When the soul entered the regions of mind and matter, it struck another problem. When you enter a foreign country and you are not familiar with its laws, sooner or later you are likely to land in trouble. Likewise with the soul, with its covering of mind. For a long time we may have thought that we were free to act as our mind and senses prompted us. But finally, after countless lives in physical bodies, it has eventually dawned on us that we have to pay for our transgressions. The penny has dropped: there are no free lunches - everything has a price tag. We have finally realized that we can get away with nothing. We are accountable for every deed, every word, every thought. And what is the penalty we have to pay? Another life, another body to pay off these debts that we have incurred.

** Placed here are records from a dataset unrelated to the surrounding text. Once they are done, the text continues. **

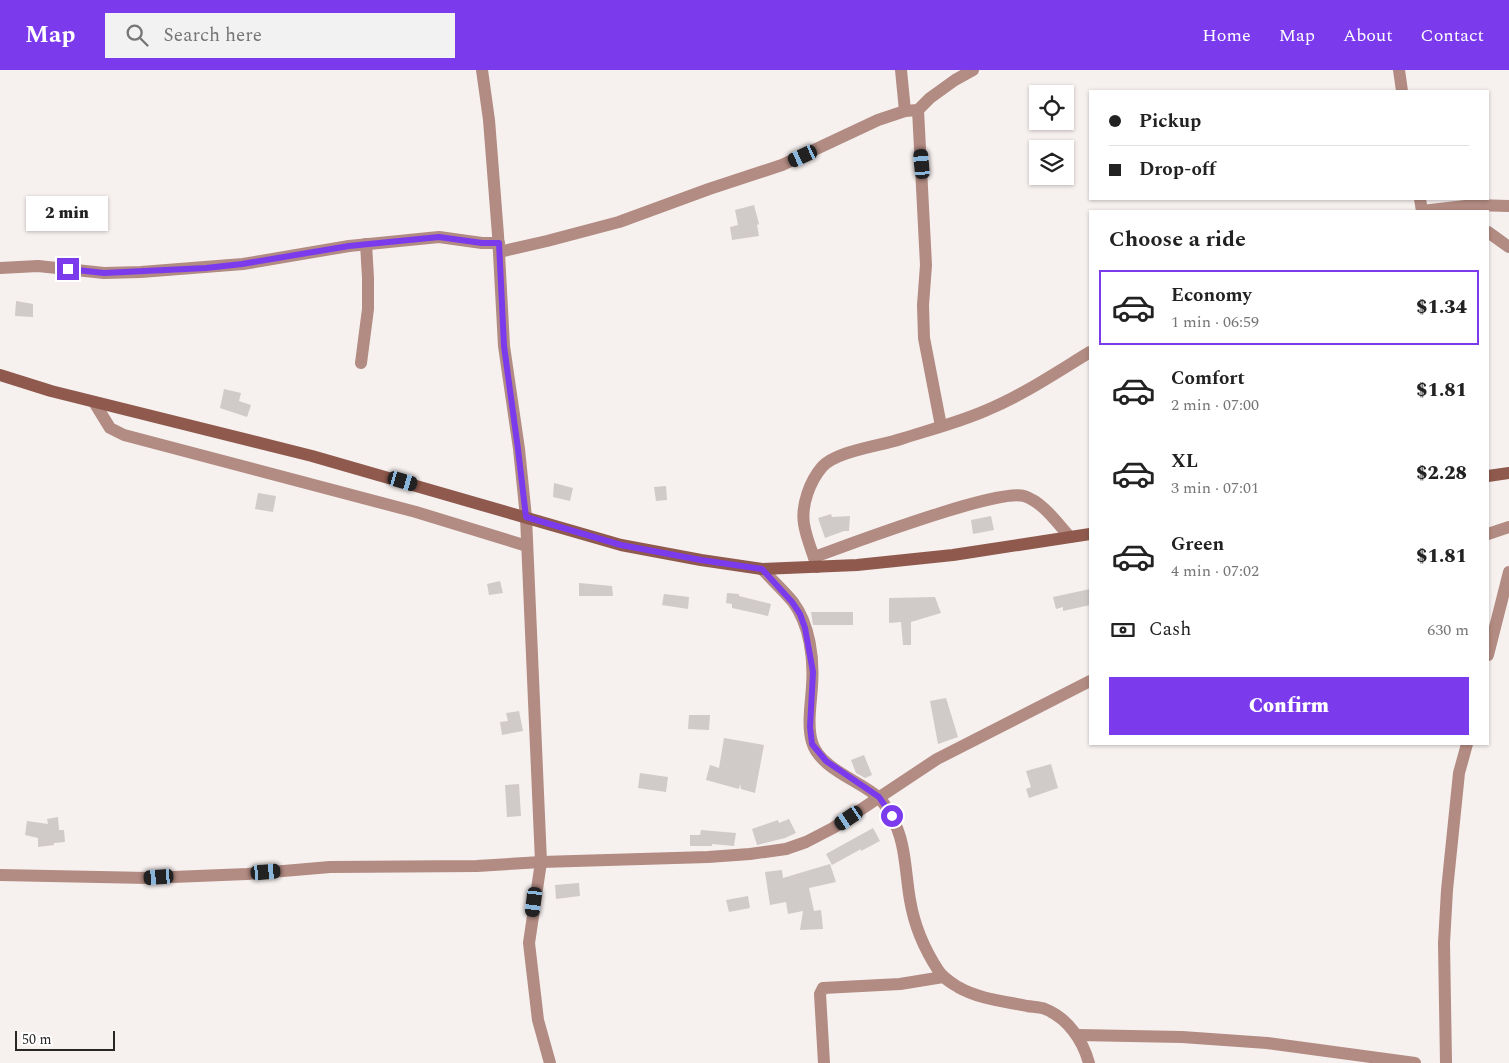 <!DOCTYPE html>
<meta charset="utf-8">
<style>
body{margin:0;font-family:Spectral,serif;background:#f2f2f2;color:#222;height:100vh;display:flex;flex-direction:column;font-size:19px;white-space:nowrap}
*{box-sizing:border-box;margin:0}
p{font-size:16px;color:#767676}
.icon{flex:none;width:28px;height:28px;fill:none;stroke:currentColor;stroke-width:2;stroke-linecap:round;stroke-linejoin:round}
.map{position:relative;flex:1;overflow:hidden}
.side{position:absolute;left:1089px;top:140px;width:400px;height:535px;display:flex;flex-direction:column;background:#fff;border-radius:0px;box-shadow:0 1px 4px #0004}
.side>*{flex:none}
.banner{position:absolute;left:1089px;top:20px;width:400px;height:110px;border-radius:0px;box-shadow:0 1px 4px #0004;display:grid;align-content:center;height:110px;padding:0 20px;background:#fff}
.buttons{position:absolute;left:1029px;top:15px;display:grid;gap:10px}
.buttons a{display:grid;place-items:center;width:45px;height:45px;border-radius:0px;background:#fff;box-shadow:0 1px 4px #0004;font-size:25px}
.scale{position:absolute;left:15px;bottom:12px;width:100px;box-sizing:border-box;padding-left:5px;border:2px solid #292726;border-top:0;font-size:14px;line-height:18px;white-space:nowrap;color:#292726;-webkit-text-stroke:4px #fff;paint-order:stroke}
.end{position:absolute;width:22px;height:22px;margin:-11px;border:6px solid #7c3aed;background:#fff;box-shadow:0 0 0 2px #fff}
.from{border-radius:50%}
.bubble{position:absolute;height:35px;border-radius:0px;background:#fff;box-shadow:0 1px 4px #0004;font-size:16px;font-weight:800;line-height:35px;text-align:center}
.car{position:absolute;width:15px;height:30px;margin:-15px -8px;border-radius:6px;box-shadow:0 0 4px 1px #0007;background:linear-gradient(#222 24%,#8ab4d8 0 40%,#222 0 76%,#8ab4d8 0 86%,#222 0)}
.banner b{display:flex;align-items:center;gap:18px;height:48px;font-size:19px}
.banner b+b{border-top:1px solid #e0e0e0}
.banner i{width:12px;height:12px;background:#222}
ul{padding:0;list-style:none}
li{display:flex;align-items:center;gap:15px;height:75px;margin:0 10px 8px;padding:0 10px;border:2px solid transparent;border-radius:0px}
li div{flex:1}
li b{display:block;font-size:19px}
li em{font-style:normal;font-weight:800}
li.current{border-color:#7c3aed}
li>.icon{width:45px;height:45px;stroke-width:1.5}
h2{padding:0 20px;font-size:22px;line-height:60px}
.pay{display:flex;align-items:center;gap:12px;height:55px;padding:0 20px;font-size:19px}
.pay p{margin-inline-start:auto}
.action{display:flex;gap:10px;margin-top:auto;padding:10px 20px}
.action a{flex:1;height:58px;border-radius:0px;background:#7c3aed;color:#fff;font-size:20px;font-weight:800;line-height:58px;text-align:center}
header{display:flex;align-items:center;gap:30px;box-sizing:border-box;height:70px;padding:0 25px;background:#7c3aed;color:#fff}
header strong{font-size:24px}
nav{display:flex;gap:28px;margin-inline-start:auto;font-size:18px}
.search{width:350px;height:45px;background:#f2f2f2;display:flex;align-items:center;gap:12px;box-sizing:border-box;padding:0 18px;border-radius:0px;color:#767676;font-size:19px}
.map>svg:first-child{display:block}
</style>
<header>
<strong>Map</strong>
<div class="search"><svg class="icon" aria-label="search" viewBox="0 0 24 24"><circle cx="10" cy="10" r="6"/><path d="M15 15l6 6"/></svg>Search here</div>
<nav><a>Home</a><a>Map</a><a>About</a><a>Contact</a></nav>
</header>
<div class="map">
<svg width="1509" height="993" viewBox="0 0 1509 993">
<rect width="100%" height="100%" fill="#f6f0ef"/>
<g fill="#d0cac8">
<polygon points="754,135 759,154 757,155 759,166 732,170 730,157 738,155 735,140"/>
<polygon points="16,231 33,234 33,247 15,246"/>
<polygon points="224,319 241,323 239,331 251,335 247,347 220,338"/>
<polygon points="554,413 573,418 570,431 553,427"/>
<polygon points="666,416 667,430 656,431 654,417"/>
<polygon points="258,423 276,426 273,442 255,439"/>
<polygon points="831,444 832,447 850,446 849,461 844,461 825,468 818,448"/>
<polygon points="991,446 994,460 973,464 971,450"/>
<polygon points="500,511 503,523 489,525 487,514"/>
<polygon points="579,513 612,516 613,526 579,526"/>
<polygon points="1090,519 1090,535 1063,541 1063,537 1056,539 1053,527"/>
<polygon points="727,523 739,524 739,526 771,534 768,546 732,538 732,534 726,533"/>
<polygon points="664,524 689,527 688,539 662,535"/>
<polygon points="935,527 941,543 911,552 911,575 903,575 901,552 889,553 889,528"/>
<polygon points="811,542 853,542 853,555 813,555"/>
<polygon points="946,628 958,667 938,674 930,631"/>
<polygon points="519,641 523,661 502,665 500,652 508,651 506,643"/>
<polygon points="689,645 710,645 709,660 688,659"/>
<polygon points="724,668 764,675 755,723 741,719 740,714 739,719 706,710 710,695 719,698"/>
<polygon points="864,685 872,705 865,708 856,703 851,690"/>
<polygon points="1051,694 1058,718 1029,728 1026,719 1031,717 1026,701"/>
<polygon points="640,703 668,707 666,722 638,718"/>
<polygon points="519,714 521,746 507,747 505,715"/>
<polygon points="58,747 59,760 64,760 65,772 54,773 54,775 38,777 38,768 25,765 27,751 48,754 47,749"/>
<polygon points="789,749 796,763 785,768 757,775 752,759 778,750 779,753"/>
<polygon points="873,758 880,771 861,781 861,779 832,795 826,784"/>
<polygon points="701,760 736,763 734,776 712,774 712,776 690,776 690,765 700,765"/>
<polygon points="830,794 836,812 809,818 814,841 821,840 823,859 800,860 803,841 788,844 786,832 770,835 765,802 782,800 783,808"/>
<polygon points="579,813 580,826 556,829 555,815"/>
<polygon points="748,826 750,838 729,842 726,830"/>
</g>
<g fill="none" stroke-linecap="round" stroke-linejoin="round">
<g stroke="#b28b82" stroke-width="12">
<polyline points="482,0 489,50 498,165 504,276 519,379 526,447 541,792 529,873 538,950 550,993"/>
<polyline points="901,0 905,41"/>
<polyline points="1399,0 1402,21"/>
<polyline points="918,40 926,195 923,235 924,268 941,356"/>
<polyline points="1420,129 1422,141"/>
<polyline points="1422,141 1474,135 1509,136"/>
<polyline points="1488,162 1509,177"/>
<polyline points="499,182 547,171 619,152 709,119 782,95 878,50 905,41 918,40 930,28 955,10 973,0"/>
<polyline points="0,198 38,196 104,203 141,202 243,194 349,176 439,167 482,173 499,173"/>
<polyline points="361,293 368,239 368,208 366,174"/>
<polyline points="94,332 110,358 124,365 416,442 527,476"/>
<polyline points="1488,464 1509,457"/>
<path d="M814,487C848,475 997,418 1024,426C1043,432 1057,453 1070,467"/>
<path d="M817,497C813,483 806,468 804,454C801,435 810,411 822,397C836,381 880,376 901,369C929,360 960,352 987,340C1023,325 1057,302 1090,282"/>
<path d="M762,499C772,510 784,521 793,532C810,555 814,589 812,616C811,634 807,655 812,672C819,698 860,711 878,727C883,731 888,740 891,746C906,770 905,802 910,830C914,854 925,880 938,900C943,908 950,912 958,917C979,929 1003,931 1027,936C1033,937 1040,937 1045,939C1068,948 1083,971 1089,993"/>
<polyline points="1488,585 1509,502"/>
<polyline points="0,805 148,808 247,804 330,797 477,796 541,792 708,787 750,784 786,779 806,772 833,758 937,689 1090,611"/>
<polyline points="1078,965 1182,967 1267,973 1415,993"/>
<polyline points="824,993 820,924 823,918 900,914 943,907"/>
<polyline points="1446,993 1444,873 1447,820 1459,703 1467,674"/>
</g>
<g stroke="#8f5a4d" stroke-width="12">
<polyline points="0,305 51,321 312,386 621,475 701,490 762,499 857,495 953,485 1090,464"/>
<polyline points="1488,406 1509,403"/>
</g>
</g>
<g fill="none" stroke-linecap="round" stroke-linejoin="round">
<polyline stroke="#7c3aed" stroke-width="6" points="68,199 104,203 206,198 242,194 349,176 439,167 482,173 499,173 504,276 518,379 526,447 621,475 701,490 762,499 792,532 800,544 805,558 813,602 810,657 812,674 826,691 879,727 892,746"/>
</g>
</svg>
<div class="buttons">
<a><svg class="icon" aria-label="locate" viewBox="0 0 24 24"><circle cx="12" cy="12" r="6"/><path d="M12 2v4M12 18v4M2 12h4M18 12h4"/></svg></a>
<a><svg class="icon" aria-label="layers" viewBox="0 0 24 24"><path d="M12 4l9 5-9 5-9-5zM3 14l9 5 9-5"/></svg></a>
</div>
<div class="scale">50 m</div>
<i class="end from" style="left:892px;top:746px"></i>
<i class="end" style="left:68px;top:199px"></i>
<div class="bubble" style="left:26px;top:126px;width:82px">2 min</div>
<i class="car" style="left:803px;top:86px;rotate:245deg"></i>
<i class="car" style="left:922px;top:94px;rotate:355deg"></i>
<i class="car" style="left:403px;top:411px;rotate:106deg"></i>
<i class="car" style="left:849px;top:748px;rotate:236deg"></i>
<i class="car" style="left:266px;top:802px;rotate:85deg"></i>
<i class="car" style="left:159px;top:807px;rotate:266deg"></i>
<i class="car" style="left:534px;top:832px;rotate:187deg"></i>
<div class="banner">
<b><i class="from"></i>Pickup</b>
<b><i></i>Drop-off</b>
</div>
<section class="side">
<h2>Choose a ride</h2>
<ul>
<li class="current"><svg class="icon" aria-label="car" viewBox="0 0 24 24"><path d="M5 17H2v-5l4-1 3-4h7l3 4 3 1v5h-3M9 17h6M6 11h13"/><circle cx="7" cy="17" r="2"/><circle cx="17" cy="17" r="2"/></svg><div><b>Economy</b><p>1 min · 06:59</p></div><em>$1.34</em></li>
<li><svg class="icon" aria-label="car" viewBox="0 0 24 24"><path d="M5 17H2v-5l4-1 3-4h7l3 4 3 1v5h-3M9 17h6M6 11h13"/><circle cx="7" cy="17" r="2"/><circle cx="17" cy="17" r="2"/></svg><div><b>Comfort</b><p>2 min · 07:00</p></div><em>$1.81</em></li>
<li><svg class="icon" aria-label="car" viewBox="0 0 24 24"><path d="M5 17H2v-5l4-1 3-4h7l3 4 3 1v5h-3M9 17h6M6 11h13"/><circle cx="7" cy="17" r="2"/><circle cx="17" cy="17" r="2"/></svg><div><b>XL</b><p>3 min · 07:01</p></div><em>$2.28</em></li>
<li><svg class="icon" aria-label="car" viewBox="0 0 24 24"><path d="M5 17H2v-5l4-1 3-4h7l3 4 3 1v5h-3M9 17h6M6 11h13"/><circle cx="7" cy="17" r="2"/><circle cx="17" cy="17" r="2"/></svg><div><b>Green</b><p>4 min · 07:02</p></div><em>$1.81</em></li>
</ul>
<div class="pay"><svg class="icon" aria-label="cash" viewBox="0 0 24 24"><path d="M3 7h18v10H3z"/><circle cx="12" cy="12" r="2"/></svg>Cash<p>630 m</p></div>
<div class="action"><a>Confirm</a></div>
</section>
</div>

At the root of all this karmic misery is the mind. The mind is the originator of our karma because every action that we do has its origin in a thought. Over numerous lifetimes the actions that have stemmed from these thoughts have created an insuperable barrier of karma, which has left the soul helplessly trapped in this low plane of consciousness.
Much of our karma stems from the mind’s hankering for pleasure. But just as the soul has become weary here, the mind too has become vaguely dissatisfied - because the pleasures of the world simply don’t last. And therefore even the mind has become unhappy here. Just as the soul wants to return to God, the universal soul, its true home, so the mind wants to return to its true home in universal mind. We need to take advantage of this. In order to persuade the mind to look for a better pleasure, we need to put it in touch with a higher attraction to which it can become attached.
When this weariness of soul and mind sets in, this is when the Lord intervenes to fulfil the promise that he made to the soul before its journey into the creation. Now he sets in motion the procedure to bring us home. He draws us into the orbit of a living Master, his promised emissary, who can show us the way out of the prison. The Master teaches us the technique of meditation - he gives us the means of working off the dark, heavy layers of karma that have trapped us here. And he gives us each our personal Phoenix as our means of escape - he puts us in touch with the Shabd, the divine sound that sustains all creation. It is the Master who teaches us that only through the Shabd can we return home.
The beginning and end of all things is Shabd. All gross matter, the sky, and so forth, subtle matter, sound, form, taste and scent are all Shabd. Whatever exists is Shabd. Whatever is manifested from Shabd cannot be anything but Shabd. Shabd is our creator. Shabd is our sustainer. We are of Shabd and Shabd is ours.